Exercise description | From the records below, please return each line that holds the word "halo".

Stored data |
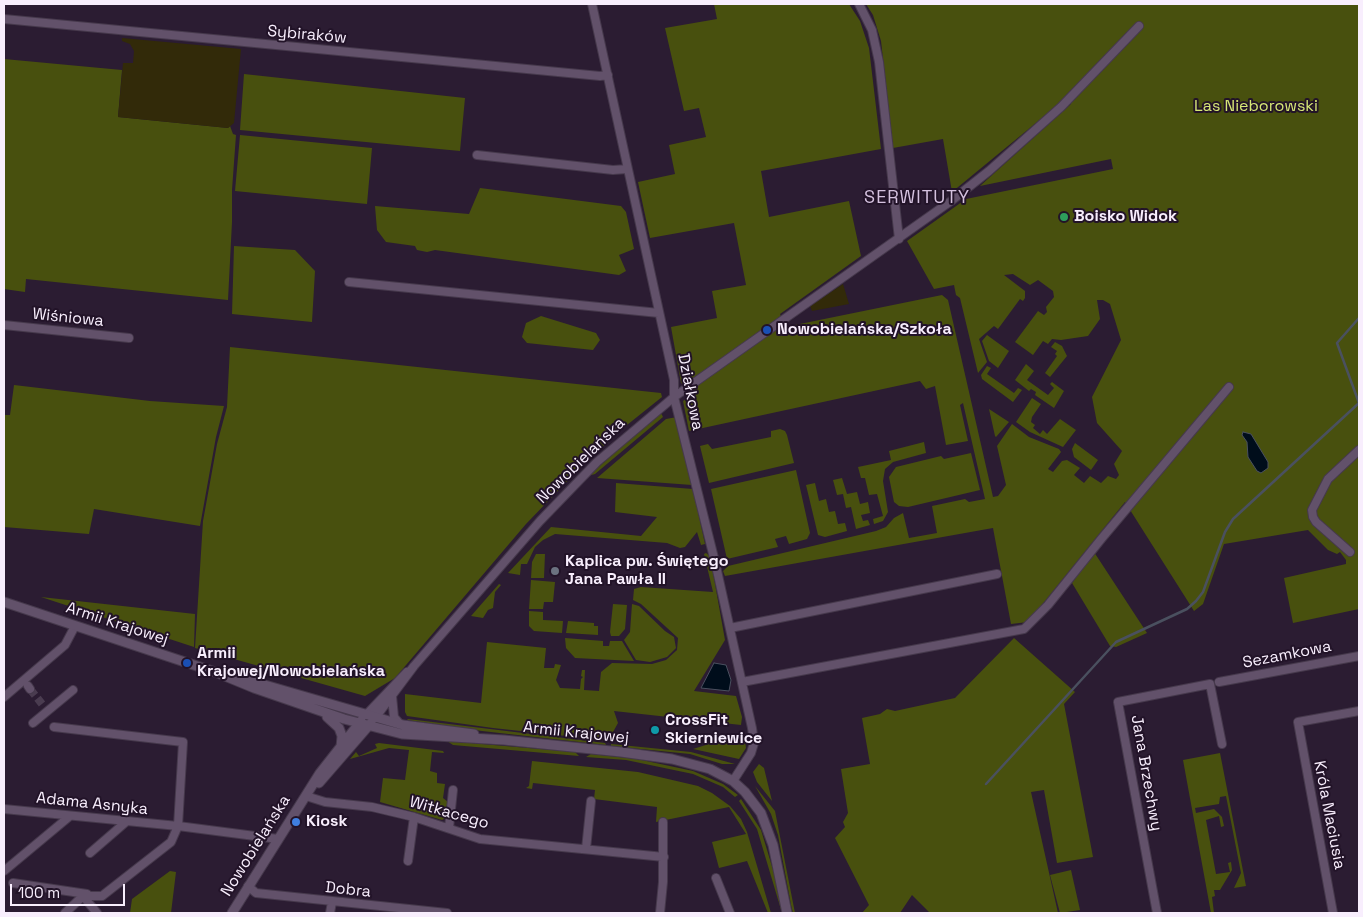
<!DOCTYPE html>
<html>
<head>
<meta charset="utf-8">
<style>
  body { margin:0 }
  #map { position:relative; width:1363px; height:917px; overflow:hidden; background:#2b1c32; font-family:"Space Grotesk",sans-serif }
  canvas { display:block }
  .frame { position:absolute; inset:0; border:5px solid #f8eefd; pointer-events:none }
  .scale { position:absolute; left:10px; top:884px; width:115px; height:22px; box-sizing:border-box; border:2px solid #f8eefd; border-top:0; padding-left:6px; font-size:15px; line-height:18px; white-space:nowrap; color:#f8eefd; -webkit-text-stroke:4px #221328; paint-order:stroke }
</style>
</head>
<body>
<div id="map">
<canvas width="1363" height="917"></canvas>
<div class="frame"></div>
<div class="scale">100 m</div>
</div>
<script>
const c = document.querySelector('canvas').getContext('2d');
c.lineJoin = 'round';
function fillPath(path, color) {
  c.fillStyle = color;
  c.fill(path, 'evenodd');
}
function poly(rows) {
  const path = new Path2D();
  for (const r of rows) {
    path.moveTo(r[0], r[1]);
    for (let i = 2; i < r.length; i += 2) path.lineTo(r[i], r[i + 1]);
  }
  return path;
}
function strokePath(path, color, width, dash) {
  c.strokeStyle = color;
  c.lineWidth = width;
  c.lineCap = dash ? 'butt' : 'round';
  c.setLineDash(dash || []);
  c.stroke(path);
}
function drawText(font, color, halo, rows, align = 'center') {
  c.font = font + ' "Space Grotesk",sans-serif';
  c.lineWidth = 4;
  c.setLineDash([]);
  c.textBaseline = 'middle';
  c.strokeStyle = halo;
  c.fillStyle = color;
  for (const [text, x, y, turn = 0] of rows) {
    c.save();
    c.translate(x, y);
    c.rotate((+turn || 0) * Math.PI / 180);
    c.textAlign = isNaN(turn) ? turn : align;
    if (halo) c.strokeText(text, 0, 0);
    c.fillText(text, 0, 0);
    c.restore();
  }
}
fillPath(poly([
  [714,4,849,4,860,21,869,48,881,149,761,171,769,217,849,201,861,256,780,314,785,327,942,295,948,300,993,497,998,496,1006,485,997,446,1012,424,1029,437,1059,449,1061,452,1048,469,1053,472,1062,461,1067,460,1080,468,1074,475,1084,483,1090,476,1101,483,1108,476,1116,479,1119,475,1114,464,1122,451,1097,423,1092,397,1121,340,1110,304,1103,300,1097,300,1100,319,1088,336,1061,340,1052,339,1048,344,1043,341,1033,355,1015,342,1038,311,1044,315,1047,312,1046,307,1054,297,1053,291,1038,280,1030,285,1013,274,1004,275,1025,291,1025,298,1023,301,1020,299,998,329,994,326,979,339,987,362,978,373,960,298,956,295,954,285,934,289,907,241,966,199,1113,169,1111,159,980,186,1071,104,1053,109,952,192,943,139,893,148,881,41,873,15,866,4,1359,4,1359,609,1293,623,1284,578,1346,564,1346,560,1340,552,1337,554,1328,550,1308,530,1224,544,1203,604,1194,611,1125,502,1028,622,1011,624,993,528,725,576,723,571,728,566,876,531,886,527,894,518,903,513,909,538,937,533,932,506,965,499,969,502,985,499,963,403,960,405,968,441,946,445,935,386,926,389,920,381,689,431,683,401,697,391,681,383,671,327,717,318,712,291,746,285,734,223,650,238,638,182,675,174,669,145,706,137,699,108,684,111,665,28,717,19],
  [4,59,122,70,118,117,228,128,230,126,233,134,236,135,232,190,232,222,228,300,26,279,25,292,4,289],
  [244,74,465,98,460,151,240,130],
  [240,135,372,148,367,204,235,191],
  [480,188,621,206,626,212,634,249,619,255,626,271,619,275,435,250,427,252,417,250,415,246,386,242,377,230,375,206,469,214],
  [234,246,295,250,315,271,312,322,232,314],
  [541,316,596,333,600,340,593,350,527,343,522,337,526,323],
  [987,335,1009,351,998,368,989,361,982,341],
  [1055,342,1062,346,1067,356,1050,377,1045,373,1057,356,1055,354,1057,351,1051,347],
  [230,347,661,393,662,397,622,429,579,469,526,524,395,678,365,696,195,648,203,521,217,444,227,407],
  [1026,364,1034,371,1027,380,1048,395,1054,388,1050,384,1052,382,1064,391,1054,408,1035,395,1036,392,1031,389,1029,391,1015,380],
  [987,366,991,368,987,374,1014,393,1018,388,1022,390,1013,402,982,379,981,375],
  [14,385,150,401,224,406,216,437,200,526,94,509,89,534,4,527,4,415,10,415],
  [1032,398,1041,404,1032,417,1031,422,1035,425,1033,428,1040,434,1043,430,1047,434,1060,419,1076,430,1063,447,1030,432,1016,422],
  [989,409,1009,422,996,437,995,436],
  [661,413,663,417,595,474,588,476],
  [677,417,692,485,597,478,666,419],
  [780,429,785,431,787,435,794,463,709,483,700,446,708,444,712,449,771,437,771,431],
  [924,442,926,453,893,462,885,469,883,481,888,512,883,521,874,524,873,519,883,516,877,494,869,495,865,478,861,478,858,467,891,460,889,451],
  [1075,443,1098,460,1091,470,1074,457,1072,449],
  [971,453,980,490,908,507,899,506,894,502,889,477,896,467,941,456,944,459],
  [796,470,810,533,807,539,789,544,786,536,775,539,778,547,727,559,711,489],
  [842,478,847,494,857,492,860,504,868,502,870,513,861,515,863,521,868,520,870,525,856,529,851,507,846,508,843,494,837,495,833,480],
  [616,483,693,489,705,544,701,545,697,532,685,547,680,548,667,543,555,534,543,540,535,547,527,564,521,564,520,575,508,573,551,527,641,536,657,517,615,512],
  [815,483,819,501,826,499,829,512,835,511,838,524,845,523,847,531,825,537,818,535,806,485],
  [1094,552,1147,633,1116,647,1110,646,1072,583],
  [706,553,710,556,725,640,694,691,736,696,742,717,741,725,614,711,618,723,613,732,612,741,493,728,407,716,405,712,405,694,481,703,487,642,546,648,544,668,554,668,555,664,561,665,556,680,560,688,580,689,581,679,583,677,581,676,582,670,585,670,584,690,599,691,601,672,612,663,652,664,666,660,677,650,678,638,641,604,633,600,634,589,641,587,713,592,704,554],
  [536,554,545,554,544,578,531,578,532,562],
  [531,580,555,582,553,602,544,602,543,609,529,609],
  [499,584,501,585,495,592,493,608,488,610,483,618,471,616],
  [41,597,195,614,194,647],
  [613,604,627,605,625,629,619,636,611,636,610,632],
  [632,604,639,606,665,631,674,637,676,648,667,657,650,662,636,660,624,640,630,632],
  [529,611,543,612,543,620,563,621,562,633,534,631,529,626],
  [568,621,594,623,594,626,598,626,598,635,566,633],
  [565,638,603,641,603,646,609,646,610,641,622,641,634,661,575,658,566,648],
  [1014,638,1075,692,1064,704,1093,857,1057,863,1044,790,1031,792,1058,913,930,913,912,895,900,913,862,913,869,905,835,838,845,827,843,822,848,813,841,769,870,764,862,718,880,714,887,709,895,711,955,698],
  [408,719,605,743,606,745,482,731,407,720],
  [744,733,746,748,739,759,693,749],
  [447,741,575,752,579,756,453,745],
  [379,743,443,751,444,753,432,752,430,771,437,773,437,783,445,784,443,798,448,802,446,818,442,820,380,802,383,778,405,780,409,750,389,748,350,759,356,752,359,756,377,748,375,744],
  [611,744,691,752,735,764,722,764,690,754,611,746],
  [1220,753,1246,886,1234,888,1241,873,1226,796,1220,797,1219,804,1195,808,1196,813,1214,809,1222,817,1224,826,1221,827,1219,816,1206,820,1216,874,1230,872,1228,863,1231,862,1232,870,1220,890,1214,890,1215,896,1212,897,1214,913,1211,913,1183,760],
  [591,754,637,759,693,771,723,784,738,795,735,797,723,787,693,774,626,760,586,757],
  [532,761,638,772,698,786,712,793,730,806,741,819,747,832,771,913,768,913,747,861,719,868,712,842,746,834,729,807,656,822,657,807,594,799,595,790,533,783,532,789,526,788,529,786],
  [759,764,764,768,772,801,757,782,753,772],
  [755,786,775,811,795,913,793,913,791,905,778,835,771,814],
  [741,799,761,830,777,883,782,913,757,829,739,801],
  [1071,870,1080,910,1060,913,1050,875],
  [170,871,176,872,171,913,130,913,132,899]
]), '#48500e');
fillPath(poly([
  [122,38,241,49,234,123,228,128,118,117,123,63,133,63,134,51,130,44,122,41],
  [843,284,849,304,812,311,810,306]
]), '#322a09');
const water = poly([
  [1243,432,1251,434,1268,462,1268,468,1261,473,1257,471,1248,457,1247,442,1242,435,1243,432],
  [714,663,726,665,731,680,729,691,701,688,714,663]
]);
fillPath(water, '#000d1b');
strokePath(water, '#4a505f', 1);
strokePath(poly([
  [986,784,1116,642,1187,609,1196,601,1203,592,1225,532,1233,519,1359,403,1337,343,1359,318]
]), '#4a505f', 2.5);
strokePath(poly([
  [30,689,42,704]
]), '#4a3c50', 8, [8, 4]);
const minor = poly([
  [592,4,674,380,674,397,716,566,752,728,754,743,751,753,733,781],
  [859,4,872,30,879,62,899,239],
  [4,19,600,76,608,75],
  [477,155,613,170,627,169],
  [349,282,659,313],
  [4,325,129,338],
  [1350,552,1316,522,1313,517,1312,510,1328,479,1359,450],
  [730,628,997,574],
  [742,682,1024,629,1048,605,1102,538,1229,387],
  [1219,682,1359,656],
  [28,686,30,689],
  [392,696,394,717,400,724],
  [4,697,65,645,75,626],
  [366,715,407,672],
  [375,718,414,666,540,521,597,462,674,397,951,201,989,171,1061,107,1139,26],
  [33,723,73,690],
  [54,727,183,742,178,826,171,842,102,896,83,896],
  [306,796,325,802,372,807,414,817,480,839,664,857],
  [4,809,178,826,278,839],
  [449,828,453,790],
  [586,849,591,801],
  [90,853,127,821],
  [408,861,414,817],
  [4,871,70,816],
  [716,878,730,913],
  [13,883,87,894],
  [248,886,256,893,447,913],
  [83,896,97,913],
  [65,913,83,896],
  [330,913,332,902],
  [660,913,663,882,663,822],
  [1157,913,1118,702,1210,684,1222,744],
  [1333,913,1298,722,1359,711]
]);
const tertiary = poly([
  [4,602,224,675],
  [220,674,254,688,344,719,402,734,504,740,621,752,672,759,710,769,733,781,745,792,761,813,773,845,787,913],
  [244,679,403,725,474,734],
  [327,717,339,728,342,736,341,747],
  [319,783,371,723],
  [232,913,320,773,361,721]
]);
strokePath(minor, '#46394c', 10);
strokePath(tertiary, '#46394c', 11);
strokePath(minor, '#62516a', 8);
strokePath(tertiary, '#62516a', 9);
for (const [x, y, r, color] of [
  [1064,217,5,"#2e9e5b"],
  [767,330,5,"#1a4fb4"],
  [555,571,5,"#6b7280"],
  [187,663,5,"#1a4fb4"],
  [655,730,5,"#0f9aa8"],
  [296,822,5,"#3f7fe0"]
]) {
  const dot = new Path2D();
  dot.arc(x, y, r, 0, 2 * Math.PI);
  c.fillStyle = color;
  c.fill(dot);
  strokePath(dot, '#221328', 2);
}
drawText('16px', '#f8eefd', '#221328', [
  ["Sybiraków",307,35,5],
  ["Wiśniowa",68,318,6],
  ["Działkowa",690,392,79],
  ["Nowobielańska",581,461,-44],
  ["Armii Krajowej",117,624,18],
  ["Sezamkowa",1287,655,-11],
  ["Armii Krajowej",576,733,6],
  ["Jana Brzechwy",1146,773,80],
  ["Adama Asnyka",92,804,6],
  ["Witkacego",449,813,16],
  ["Króla Maciusia",1329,815,79],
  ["Nowobielańska",256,846,-58],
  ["Dobra",348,890,6]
]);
drawText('16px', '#d7e876', '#221328', [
  ["Las Nieborowski",1256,107]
]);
drawText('bold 16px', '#f8eefd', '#221328', [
  ["Boisko Widok",1074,217],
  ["Nowobielańska/Szkoła",777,330],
  ["Kaplica pw. Świętego",565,562],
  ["Jana Pawła II",565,580],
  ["Armii",197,654],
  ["Krajowej/Nowobielańska",197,672],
  ["CrossFit",665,721],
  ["Skierniewice",665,739],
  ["Kiosk",306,822]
], 'left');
c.letterSpacing = '1px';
drawText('18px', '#d5c2df', '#221328', [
  ["SERWITUTY",917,198]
]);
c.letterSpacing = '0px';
</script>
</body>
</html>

Response below |
function drawText(font, color, halo, rows, align = 'center') {
  c.strokeStyle = halo;
    if (halo) c.strokeText(text, 0, 0);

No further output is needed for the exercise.